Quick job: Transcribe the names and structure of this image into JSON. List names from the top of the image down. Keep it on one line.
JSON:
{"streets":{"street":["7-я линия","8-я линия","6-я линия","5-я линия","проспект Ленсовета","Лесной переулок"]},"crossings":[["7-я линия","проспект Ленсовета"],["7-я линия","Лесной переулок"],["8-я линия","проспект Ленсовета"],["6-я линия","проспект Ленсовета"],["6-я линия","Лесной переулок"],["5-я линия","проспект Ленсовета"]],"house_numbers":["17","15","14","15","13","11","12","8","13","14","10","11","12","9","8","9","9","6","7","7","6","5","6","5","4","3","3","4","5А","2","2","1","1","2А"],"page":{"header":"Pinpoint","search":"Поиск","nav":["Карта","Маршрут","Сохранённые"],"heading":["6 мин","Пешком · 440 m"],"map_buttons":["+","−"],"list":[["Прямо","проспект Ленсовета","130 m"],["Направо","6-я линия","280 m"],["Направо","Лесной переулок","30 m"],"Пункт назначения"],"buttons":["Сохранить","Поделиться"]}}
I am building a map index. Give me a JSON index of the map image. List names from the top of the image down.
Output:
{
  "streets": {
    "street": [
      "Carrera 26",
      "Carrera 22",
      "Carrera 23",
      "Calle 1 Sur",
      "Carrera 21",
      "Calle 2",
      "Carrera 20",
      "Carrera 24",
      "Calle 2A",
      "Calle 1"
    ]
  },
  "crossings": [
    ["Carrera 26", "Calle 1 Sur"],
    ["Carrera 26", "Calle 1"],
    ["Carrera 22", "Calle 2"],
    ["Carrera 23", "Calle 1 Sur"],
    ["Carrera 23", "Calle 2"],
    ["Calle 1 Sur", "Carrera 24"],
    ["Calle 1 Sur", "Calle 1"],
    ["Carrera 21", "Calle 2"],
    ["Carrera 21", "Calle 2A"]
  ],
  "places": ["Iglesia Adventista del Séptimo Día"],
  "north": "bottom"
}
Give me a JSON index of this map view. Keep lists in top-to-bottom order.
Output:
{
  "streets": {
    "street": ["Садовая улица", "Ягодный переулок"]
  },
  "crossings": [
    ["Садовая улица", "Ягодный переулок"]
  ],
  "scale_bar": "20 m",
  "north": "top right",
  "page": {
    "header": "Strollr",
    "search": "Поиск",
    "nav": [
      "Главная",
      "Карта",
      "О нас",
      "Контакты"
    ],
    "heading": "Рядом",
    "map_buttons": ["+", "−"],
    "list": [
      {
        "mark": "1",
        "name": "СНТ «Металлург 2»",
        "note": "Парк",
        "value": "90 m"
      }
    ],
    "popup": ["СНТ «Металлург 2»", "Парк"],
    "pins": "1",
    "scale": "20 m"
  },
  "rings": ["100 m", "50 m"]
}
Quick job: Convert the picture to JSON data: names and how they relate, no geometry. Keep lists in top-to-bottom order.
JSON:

■ ■ ■ ■ ■ ■ ■

#### YOUR INSTRUCTIONS
Line count for the string "from": tally the lines of the records above that contain it and give only the result.

#### YOUR RESPONSE
2